Sometimes, she states truths that would be considered ludicrous if uttered by someone else. Her claim that the McCain campaign forced her to spend $150,000 in RNC funds to dress her family in designer clothes is one example of that. Although it might be easier to believe that she acted like a trailer park Zsa Zsa who’d found a credit card left behind at a possum feed, she blames McCain staffers. That’s good enough for us, because we have faith; we want to believe her truths.
But the book isn’t perfect. As much as I enjoyed the few short paragraphs in which Mrs Palin laid out her policy objectives, she could have condensed it all into one sentence: “I’m going to grab an Oxo Good Grips Stainless Serving Spatula and go all mavericky on your non-white, non-Christian and non-heterosexual butts.”

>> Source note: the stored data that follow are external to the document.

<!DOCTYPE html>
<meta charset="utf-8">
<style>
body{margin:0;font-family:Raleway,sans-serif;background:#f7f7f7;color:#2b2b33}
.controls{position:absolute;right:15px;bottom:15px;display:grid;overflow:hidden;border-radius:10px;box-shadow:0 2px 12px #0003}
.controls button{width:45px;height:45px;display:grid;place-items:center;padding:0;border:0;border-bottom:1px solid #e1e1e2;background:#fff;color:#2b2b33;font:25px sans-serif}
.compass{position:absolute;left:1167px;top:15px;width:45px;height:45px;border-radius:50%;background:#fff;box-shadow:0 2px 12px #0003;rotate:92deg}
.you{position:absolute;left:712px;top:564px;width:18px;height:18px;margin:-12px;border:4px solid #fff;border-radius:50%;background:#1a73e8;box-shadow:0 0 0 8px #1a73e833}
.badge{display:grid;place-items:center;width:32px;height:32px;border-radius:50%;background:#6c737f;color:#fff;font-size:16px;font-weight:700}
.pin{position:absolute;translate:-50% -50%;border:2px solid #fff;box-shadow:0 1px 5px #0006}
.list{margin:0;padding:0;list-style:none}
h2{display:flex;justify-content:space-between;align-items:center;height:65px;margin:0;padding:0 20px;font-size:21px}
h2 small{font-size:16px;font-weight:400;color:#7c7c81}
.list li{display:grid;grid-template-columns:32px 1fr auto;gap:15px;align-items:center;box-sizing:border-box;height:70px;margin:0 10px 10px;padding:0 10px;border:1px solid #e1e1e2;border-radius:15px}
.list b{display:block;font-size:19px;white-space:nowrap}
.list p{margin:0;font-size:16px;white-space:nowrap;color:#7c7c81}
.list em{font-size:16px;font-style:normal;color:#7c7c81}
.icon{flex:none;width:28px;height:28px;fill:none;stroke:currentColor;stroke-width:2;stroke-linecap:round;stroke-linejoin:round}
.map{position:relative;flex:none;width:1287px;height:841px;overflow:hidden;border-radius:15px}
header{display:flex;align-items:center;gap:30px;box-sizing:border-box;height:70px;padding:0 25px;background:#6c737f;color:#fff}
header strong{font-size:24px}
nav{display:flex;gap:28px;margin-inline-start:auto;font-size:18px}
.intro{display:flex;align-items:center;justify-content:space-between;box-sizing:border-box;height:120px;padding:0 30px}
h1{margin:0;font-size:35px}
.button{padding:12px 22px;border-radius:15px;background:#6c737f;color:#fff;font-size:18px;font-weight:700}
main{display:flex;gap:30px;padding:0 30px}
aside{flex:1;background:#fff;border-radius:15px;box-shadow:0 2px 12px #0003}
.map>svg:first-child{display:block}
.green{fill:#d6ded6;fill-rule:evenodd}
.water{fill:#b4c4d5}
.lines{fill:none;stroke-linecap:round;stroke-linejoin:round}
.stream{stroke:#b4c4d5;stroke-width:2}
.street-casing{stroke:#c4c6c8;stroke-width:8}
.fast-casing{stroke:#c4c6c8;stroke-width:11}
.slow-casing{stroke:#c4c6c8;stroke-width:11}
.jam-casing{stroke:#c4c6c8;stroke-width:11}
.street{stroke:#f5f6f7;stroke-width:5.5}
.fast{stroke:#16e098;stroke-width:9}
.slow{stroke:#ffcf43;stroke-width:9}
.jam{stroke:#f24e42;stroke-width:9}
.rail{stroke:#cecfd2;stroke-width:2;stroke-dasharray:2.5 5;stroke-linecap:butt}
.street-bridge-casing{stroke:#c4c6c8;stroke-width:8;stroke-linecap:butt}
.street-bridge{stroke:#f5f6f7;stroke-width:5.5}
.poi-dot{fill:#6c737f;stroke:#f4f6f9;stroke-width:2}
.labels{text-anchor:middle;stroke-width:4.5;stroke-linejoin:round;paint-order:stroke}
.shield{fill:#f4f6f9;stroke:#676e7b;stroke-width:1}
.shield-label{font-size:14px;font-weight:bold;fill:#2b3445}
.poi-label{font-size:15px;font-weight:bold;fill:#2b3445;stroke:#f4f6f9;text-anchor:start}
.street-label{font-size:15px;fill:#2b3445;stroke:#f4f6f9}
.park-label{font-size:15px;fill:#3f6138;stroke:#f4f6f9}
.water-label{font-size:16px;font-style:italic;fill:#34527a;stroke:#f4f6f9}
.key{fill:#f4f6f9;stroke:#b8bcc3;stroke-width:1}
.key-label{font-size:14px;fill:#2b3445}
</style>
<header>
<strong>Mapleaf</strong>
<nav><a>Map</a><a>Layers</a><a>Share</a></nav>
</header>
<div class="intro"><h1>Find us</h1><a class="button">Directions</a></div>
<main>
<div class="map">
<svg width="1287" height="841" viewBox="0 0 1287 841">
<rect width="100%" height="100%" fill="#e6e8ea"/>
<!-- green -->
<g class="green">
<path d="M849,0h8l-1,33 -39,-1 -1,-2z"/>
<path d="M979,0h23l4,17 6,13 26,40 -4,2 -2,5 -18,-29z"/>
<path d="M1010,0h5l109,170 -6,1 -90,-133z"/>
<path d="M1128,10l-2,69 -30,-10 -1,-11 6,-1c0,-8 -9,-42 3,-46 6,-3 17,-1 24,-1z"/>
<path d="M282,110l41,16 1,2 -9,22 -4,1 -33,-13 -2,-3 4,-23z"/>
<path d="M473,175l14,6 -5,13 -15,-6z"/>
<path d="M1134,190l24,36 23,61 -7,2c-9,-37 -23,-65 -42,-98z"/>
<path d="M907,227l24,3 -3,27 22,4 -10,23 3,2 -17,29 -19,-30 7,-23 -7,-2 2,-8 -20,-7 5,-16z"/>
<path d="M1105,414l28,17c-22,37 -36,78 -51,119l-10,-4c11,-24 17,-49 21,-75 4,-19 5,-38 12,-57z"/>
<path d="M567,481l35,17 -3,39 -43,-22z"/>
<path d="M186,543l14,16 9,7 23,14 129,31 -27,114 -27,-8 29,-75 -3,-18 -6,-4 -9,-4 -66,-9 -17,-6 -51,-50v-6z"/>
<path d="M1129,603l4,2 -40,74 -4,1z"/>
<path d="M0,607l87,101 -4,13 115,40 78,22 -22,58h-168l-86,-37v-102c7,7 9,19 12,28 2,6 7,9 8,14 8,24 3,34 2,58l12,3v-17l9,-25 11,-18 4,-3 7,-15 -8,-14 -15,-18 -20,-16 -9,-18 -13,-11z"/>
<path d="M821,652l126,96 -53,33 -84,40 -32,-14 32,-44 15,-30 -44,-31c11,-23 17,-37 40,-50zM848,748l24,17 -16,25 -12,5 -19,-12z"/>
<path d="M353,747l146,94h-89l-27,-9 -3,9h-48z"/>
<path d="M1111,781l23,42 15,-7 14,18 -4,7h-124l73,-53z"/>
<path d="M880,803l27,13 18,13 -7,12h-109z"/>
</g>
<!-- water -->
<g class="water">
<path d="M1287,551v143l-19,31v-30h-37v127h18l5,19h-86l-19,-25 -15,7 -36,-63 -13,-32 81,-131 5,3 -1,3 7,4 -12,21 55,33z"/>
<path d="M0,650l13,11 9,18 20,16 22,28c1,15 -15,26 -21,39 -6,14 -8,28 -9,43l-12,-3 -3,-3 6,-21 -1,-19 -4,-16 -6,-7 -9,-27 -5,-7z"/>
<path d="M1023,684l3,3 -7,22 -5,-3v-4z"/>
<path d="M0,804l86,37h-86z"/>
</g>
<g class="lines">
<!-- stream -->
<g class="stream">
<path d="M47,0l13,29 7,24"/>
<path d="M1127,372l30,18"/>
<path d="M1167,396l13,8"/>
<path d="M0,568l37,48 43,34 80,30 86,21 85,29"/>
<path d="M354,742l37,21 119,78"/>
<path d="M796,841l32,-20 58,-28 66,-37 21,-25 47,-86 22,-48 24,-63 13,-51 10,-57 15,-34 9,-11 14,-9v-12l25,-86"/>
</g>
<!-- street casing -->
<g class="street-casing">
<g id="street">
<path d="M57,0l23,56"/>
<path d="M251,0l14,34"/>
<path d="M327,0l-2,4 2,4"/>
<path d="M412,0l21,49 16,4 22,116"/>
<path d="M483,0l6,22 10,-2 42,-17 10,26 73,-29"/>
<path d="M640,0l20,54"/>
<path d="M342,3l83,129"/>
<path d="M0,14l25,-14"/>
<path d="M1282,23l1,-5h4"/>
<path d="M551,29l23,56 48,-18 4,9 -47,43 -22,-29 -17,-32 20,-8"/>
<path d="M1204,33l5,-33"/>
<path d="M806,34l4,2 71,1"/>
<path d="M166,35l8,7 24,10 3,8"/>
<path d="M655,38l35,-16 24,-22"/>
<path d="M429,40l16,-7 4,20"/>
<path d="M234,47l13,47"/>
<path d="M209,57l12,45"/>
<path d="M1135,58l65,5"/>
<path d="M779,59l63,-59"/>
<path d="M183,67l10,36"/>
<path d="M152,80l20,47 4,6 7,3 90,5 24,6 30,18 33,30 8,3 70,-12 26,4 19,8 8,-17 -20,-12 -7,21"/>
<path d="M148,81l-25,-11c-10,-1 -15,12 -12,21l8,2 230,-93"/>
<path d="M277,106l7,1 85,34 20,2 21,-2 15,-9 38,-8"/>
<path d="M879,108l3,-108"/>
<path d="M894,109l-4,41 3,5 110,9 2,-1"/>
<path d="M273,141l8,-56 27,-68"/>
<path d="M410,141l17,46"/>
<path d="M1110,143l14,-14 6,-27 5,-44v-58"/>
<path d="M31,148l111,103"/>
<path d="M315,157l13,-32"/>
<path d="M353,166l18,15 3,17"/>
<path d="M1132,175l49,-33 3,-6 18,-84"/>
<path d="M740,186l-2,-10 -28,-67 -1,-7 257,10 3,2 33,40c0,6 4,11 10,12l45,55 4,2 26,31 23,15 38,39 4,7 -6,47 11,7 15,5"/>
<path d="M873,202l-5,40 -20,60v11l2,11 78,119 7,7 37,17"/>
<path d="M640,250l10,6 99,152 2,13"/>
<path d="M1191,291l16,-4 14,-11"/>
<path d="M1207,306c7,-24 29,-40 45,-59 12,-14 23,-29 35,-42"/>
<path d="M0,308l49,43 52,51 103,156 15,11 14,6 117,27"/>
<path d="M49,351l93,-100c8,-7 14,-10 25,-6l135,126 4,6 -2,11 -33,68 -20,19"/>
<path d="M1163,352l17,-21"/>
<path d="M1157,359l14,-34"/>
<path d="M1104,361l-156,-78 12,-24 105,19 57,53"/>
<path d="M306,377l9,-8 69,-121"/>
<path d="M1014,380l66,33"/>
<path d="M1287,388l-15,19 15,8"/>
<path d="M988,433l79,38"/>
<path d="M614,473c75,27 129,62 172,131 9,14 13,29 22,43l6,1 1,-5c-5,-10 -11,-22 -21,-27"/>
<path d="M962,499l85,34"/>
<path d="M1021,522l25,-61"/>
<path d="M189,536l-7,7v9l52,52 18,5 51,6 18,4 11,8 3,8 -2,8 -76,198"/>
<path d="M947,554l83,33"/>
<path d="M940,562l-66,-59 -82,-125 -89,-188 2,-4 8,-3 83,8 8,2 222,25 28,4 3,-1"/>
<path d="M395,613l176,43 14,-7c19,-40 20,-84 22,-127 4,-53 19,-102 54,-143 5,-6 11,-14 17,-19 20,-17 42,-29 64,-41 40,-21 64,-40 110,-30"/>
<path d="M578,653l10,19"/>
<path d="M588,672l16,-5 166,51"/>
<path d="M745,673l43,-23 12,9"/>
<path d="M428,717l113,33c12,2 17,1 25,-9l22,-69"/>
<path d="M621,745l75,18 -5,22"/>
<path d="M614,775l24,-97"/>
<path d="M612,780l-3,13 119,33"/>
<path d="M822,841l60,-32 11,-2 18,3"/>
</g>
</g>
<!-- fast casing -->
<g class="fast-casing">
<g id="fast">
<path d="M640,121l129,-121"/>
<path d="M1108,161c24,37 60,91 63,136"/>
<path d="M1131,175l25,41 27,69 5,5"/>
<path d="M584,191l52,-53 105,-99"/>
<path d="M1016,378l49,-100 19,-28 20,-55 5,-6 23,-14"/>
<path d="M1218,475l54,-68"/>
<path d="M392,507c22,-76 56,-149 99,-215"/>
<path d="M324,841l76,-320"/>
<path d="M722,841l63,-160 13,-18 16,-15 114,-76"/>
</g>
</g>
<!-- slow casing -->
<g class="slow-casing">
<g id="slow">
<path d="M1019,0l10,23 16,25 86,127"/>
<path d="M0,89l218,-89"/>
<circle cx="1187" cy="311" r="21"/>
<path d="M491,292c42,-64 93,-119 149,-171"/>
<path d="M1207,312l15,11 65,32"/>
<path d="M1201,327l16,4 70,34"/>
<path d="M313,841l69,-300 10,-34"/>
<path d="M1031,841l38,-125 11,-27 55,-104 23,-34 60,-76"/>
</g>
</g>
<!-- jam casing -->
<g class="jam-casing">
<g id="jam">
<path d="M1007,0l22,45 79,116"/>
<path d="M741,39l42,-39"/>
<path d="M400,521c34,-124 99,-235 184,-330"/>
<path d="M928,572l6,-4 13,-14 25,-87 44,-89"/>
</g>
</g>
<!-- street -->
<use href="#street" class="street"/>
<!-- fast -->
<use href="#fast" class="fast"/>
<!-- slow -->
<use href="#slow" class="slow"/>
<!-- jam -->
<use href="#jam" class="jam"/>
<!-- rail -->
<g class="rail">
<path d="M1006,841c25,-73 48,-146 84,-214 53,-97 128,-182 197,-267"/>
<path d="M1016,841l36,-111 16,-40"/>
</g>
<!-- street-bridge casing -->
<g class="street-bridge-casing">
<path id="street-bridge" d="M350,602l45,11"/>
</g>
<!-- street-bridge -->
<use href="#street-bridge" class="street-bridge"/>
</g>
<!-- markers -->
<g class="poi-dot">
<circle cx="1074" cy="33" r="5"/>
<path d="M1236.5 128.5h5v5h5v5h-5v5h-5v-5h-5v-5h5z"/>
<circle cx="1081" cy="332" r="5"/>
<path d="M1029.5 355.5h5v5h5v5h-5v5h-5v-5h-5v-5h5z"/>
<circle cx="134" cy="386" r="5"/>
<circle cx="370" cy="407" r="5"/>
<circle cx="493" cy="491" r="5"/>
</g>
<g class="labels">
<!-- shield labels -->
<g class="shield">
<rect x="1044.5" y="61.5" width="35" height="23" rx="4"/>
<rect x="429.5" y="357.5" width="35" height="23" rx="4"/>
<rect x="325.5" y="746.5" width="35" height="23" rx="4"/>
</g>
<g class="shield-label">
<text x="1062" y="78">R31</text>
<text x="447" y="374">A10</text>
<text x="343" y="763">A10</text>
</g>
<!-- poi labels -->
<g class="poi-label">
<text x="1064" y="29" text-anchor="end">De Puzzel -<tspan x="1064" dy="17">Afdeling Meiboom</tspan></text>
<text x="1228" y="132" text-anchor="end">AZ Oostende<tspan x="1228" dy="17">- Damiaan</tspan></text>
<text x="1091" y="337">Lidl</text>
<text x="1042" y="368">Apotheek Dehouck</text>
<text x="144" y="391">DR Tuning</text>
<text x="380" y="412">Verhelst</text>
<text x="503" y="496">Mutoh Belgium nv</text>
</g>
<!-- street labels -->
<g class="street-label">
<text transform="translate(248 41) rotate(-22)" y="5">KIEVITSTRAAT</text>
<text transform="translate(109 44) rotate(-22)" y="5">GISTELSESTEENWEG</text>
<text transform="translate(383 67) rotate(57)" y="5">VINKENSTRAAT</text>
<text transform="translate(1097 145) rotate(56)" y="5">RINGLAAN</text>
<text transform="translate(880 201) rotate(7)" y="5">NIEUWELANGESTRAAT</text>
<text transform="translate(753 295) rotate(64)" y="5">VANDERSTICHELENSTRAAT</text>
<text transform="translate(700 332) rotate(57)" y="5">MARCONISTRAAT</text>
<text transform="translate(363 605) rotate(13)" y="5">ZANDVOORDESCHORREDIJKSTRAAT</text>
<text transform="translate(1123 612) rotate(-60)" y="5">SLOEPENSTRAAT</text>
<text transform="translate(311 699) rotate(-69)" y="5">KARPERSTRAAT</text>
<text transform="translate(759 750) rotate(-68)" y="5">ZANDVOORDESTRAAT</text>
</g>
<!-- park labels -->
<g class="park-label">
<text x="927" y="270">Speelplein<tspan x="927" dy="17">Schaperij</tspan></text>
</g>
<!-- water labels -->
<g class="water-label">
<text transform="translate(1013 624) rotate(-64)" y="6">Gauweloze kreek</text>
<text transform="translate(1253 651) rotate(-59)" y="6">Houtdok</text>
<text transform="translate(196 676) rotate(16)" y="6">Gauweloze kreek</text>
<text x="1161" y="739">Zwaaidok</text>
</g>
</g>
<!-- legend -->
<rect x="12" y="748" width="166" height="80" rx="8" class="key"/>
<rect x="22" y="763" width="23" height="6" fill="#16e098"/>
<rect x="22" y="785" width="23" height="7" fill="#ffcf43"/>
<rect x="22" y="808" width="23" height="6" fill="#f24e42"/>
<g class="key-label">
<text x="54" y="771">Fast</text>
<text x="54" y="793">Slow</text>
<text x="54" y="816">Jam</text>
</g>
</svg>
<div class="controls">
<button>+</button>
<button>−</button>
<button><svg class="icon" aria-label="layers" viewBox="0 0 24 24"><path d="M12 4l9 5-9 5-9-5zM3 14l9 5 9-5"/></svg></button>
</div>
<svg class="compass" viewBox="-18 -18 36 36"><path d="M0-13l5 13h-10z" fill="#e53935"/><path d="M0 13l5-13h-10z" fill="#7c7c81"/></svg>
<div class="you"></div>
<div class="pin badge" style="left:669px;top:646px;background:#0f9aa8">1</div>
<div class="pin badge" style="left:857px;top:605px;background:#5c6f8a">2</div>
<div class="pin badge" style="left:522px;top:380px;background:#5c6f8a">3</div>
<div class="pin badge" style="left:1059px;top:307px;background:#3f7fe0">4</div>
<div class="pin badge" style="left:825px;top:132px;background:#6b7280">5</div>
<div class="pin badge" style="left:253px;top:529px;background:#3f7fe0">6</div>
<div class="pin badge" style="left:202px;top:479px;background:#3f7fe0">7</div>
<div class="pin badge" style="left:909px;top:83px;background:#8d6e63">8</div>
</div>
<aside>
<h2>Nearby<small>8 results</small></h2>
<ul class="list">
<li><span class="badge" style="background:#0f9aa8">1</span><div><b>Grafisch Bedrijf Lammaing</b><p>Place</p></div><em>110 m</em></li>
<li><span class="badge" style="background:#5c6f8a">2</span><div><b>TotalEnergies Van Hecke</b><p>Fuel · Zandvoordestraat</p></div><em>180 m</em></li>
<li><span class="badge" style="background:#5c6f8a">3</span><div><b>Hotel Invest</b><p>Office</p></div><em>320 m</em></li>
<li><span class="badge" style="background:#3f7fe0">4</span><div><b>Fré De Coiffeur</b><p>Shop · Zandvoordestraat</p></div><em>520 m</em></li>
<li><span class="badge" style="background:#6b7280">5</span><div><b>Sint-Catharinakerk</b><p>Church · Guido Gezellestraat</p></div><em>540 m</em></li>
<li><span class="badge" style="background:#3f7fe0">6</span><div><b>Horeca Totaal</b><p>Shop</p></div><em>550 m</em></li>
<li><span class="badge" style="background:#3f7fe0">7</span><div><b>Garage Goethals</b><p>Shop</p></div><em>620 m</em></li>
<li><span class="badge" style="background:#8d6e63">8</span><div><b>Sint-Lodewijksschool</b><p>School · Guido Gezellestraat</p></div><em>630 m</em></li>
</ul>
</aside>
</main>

The book also fails to expose Mrs. Palin’s intellectual brilliance and keen grasp of foreign policy issues. Why wasn’t the text of her recent speech in Hong Kong included? Although it remains secret, it’s rumored that she viciously rebuked the Vietcong king for his assault on the Empire State Building. That’s a speech we’ve been waiting for nearly 75 years to hear. It’s big news and should have been included.
As you read other reviews of this book, please remember that Mrs. Palin has many enemies who are eager to pan her work. The Palin family’s most potent nemesis, Levi’s johnston, is no doubt fully erect and ready to spew globs of misfortune upon them for a third time. And reason-adoring intellectuals are certain to point out that an interview on Good Morning Topeka doesn’t qualify as a policy summit in the Far East.
But a few bad reviews won’t stop her. She’s seen much worse from her kitchen window. It can’t be pleasant to gaze upon Antichristograd every morning as you brew your coffee.
My review isn’t complete, but I think I’ll quit anyway, because writing reviews, like governing, is just too darned hard to finish.